Exercise aim.
Each line of the data below that includes the string "serif" must be copied.

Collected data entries
+---+

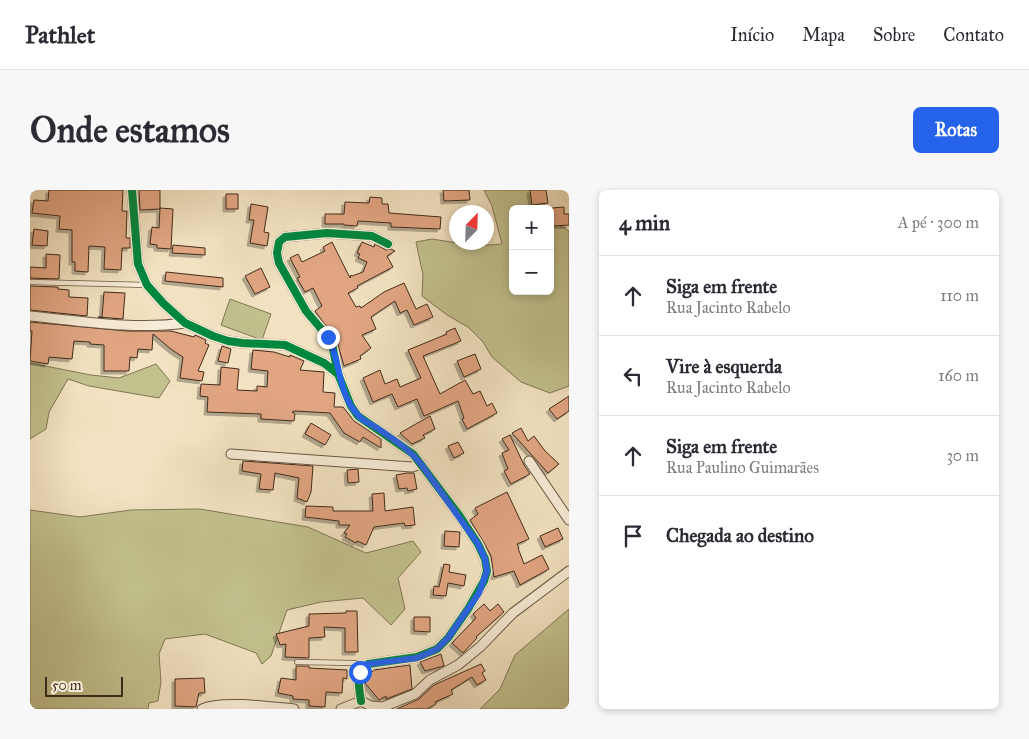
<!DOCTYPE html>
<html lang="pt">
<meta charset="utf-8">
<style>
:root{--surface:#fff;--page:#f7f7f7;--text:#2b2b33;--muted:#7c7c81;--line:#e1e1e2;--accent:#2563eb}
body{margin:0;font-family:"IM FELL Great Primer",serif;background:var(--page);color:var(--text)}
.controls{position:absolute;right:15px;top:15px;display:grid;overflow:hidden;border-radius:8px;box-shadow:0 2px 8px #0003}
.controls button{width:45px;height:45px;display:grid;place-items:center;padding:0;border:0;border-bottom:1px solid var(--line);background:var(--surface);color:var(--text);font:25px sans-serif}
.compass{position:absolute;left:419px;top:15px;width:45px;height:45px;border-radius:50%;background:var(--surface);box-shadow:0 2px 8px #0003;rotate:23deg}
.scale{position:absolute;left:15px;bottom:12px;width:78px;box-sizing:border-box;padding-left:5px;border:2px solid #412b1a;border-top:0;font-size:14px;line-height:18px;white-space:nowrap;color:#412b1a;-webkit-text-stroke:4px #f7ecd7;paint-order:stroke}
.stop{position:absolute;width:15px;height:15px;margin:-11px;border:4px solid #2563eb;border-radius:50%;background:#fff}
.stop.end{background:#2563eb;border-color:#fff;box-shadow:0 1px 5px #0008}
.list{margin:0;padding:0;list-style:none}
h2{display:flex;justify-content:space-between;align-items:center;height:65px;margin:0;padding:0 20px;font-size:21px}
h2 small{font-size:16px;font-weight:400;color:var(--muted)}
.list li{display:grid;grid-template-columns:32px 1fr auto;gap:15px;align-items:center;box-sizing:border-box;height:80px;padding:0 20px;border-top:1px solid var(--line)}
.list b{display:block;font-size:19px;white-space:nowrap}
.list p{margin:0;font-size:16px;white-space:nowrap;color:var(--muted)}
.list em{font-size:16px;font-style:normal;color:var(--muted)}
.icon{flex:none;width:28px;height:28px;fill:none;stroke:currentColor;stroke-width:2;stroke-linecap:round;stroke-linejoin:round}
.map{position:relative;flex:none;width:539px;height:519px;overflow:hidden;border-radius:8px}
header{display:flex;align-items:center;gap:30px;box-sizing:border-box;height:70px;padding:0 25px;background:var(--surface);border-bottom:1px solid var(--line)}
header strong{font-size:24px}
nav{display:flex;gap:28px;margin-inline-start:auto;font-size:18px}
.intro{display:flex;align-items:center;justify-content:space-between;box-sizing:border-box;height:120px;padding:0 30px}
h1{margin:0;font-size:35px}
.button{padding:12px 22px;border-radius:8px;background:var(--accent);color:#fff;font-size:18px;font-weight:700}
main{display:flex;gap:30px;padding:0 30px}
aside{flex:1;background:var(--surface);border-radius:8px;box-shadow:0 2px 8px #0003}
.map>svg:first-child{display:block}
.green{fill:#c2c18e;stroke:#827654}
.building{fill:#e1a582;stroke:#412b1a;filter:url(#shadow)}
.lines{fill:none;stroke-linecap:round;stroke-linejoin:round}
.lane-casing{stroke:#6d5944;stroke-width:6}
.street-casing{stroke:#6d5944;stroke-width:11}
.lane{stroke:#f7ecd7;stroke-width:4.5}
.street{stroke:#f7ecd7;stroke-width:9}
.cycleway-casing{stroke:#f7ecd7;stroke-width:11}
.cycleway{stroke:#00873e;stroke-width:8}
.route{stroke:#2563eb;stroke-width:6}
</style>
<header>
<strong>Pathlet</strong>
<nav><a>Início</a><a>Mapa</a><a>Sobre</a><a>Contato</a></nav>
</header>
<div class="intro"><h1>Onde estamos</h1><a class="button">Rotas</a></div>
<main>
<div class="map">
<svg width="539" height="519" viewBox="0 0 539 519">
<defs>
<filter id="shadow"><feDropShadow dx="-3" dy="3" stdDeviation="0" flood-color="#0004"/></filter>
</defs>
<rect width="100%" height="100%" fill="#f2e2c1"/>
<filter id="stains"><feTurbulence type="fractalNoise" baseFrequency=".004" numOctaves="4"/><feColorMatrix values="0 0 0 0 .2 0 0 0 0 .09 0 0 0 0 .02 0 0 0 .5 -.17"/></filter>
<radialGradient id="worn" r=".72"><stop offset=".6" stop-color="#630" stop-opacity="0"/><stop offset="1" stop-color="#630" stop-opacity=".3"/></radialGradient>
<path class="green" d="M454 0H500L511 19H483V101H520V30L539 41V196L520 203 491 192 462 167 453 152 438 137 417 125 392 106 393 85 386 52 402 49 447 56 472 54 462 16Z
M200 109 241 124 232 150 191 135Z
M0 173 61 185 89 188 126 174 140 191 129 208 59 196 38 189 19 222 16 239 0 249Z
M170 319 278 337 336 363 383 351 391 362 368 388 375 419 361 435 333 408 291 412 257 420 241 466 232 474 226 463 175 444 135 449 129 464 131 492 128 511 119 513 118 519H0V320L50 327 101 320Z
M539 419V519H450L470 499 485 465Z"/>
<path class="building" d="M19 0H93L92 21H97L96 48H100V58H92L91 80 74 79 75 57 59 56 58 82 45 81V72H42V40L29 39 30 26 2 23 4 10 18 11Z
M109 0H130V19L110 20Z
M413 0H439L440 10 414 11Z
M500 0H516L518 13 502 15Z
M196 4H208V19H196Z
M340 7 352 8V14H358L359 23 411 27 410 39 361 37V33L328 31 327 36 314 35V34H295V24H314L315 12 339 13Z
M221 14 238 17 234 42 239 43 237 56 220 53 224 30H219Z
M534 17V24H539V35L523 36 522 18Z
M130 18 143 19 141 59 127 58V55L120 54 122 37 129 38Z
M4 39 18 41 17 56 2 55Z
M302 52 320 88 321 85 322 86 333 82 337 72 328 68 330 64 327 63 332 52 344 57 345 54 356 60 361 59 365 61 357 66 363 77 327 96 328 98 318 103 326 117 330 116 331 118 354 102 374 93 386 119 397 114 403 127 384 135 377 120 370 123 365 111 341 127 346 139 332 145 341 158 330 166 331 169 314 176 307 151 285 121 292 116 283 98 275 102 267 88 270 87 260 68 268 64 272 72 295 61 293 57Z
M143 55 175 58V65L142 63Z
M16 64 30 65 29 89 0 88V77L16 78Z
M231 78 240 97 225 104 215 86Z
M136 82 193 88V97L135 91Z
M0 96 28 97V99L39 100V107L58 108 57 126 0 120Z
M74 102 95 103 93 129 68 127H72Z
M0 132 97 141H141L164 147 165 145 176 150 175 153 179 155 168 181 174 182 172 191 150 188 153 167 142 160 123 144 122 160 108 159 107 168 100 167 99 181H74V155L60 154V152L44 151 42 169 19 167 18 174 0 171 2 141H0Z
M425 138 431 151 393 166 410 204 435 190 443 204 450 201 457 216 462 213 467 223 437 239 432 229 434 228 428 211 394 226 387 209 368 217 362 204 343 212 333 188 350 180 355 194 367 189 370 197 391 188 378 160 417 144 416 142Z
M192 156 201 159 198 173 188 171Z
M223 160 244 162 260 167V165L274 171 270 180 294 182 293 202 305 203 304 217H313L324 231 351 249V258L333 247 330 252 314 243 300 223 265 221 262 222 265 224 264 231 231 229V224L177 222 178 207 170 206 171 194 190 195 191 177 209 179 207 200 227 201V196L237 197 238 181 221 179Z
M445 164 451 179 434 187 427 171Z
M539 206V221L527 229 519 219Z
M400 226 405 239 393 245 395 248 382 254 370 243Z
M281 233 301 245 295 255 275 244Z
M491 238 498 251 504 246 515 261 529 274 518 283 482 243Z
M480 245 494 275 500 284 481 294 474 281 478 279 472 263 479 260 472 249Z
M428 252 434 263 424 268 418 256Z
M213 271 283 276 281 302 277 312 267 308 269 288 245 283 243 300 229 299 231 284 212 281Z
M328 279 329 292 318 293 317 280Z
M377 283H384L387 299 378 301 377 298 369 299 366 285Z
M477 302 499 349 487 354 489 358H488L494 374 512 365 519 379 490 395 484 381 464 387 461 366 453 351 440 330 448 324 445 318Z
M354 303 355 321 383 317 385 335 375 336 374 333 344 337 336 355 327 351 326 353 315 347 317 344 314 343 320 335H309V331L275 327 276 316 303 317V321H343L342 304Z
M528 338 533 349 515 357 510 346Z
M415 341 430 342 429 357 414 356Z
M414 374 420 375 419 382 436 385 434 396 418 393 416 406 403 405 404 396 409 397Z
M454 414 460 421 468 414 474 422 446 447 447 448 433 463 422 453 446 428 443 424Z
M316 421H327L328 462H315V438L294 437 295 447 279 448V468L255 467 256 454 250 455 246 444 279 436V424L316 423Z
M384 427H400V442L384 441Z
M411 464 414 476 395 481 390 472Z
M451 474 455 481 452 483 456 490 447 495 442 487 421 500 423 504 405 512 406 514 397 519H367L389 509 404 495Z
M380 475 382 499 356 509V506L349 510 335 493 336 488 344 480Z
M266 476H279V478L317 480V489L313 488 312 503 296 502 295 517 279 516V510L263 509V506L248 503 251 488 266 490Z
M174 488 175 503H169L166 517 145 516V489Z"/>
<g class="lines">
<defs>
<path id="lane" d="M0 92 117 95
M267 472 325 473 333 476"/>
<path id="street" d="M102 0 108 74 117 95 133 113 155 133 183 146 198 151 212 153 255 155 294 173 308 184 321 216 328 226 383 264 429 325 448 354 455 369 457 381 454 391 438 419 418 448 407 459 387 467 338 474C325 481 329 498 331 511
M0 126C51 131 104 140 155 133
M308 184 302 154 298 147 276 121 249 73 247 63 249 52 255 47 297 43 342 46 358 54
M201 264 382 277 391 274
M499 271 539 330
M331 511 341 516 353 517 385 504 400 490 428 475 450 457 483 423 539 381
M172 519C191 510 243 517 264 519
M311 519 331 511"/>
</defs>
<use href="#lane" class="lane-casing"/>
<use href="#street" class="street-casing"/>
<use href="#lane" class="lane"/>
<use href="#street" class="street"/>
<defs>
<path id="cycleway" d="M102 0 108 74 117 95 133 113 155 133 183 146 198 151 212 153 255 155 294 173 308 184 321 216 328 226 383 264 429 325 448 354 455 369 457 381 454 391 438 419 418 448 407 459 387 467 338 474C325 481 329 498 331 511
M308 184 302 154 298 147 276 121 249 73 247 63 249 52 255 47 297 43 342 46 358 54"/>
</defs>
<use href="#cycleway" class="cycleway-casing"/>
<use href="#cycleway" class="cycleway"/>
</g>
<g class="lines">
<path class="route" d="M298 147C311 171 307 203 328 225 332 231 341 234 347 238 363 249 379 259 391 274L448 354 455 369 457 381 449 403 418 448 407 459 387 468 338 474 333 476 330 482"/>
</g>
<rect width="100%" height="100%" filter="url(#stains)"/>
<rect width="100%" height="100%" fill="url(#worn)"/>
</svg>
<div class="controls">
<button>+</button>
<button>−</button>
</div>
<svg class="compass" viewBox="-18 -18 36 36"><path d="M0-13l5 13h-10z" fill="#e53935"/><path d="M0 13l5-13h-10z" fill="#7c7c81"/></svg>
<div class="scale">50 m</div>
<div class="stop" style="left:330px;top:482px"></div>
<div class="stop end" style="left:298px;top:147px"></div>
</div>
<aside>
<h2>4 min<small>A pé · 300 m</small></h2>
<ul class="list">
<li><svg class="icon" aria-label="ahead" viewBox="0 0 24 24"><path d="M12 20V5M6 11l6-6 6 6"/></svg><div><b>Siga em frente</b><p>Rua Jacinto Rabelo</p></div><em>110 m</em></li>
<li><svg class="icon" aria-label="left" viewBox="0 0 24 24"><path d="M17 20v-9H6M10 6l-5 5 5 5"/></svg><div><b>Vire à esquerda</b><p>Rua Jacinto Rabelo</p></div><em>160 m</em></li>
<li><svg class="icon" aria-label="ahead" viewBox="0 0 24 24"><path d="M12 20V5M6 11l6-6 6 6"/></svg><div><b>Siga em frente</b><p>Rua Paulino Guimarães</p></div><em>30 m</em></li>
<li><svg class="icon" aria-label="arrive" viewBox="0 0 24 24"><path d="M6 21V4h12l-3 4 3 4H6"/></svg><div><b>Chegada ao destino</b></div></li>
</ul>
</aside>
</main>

+---+

Answer to the problem.
body{margin:0;font-family:"IM FELL Great Primer",serif;background:var(--page);color:var(--text)}
.controls button{width:45px;height:45px;display:grid;place-items:center;padding:0;border:0;border-bottom:1px solid var(--line);background:var(--surface);color:var(--text);font:25px sans-serif}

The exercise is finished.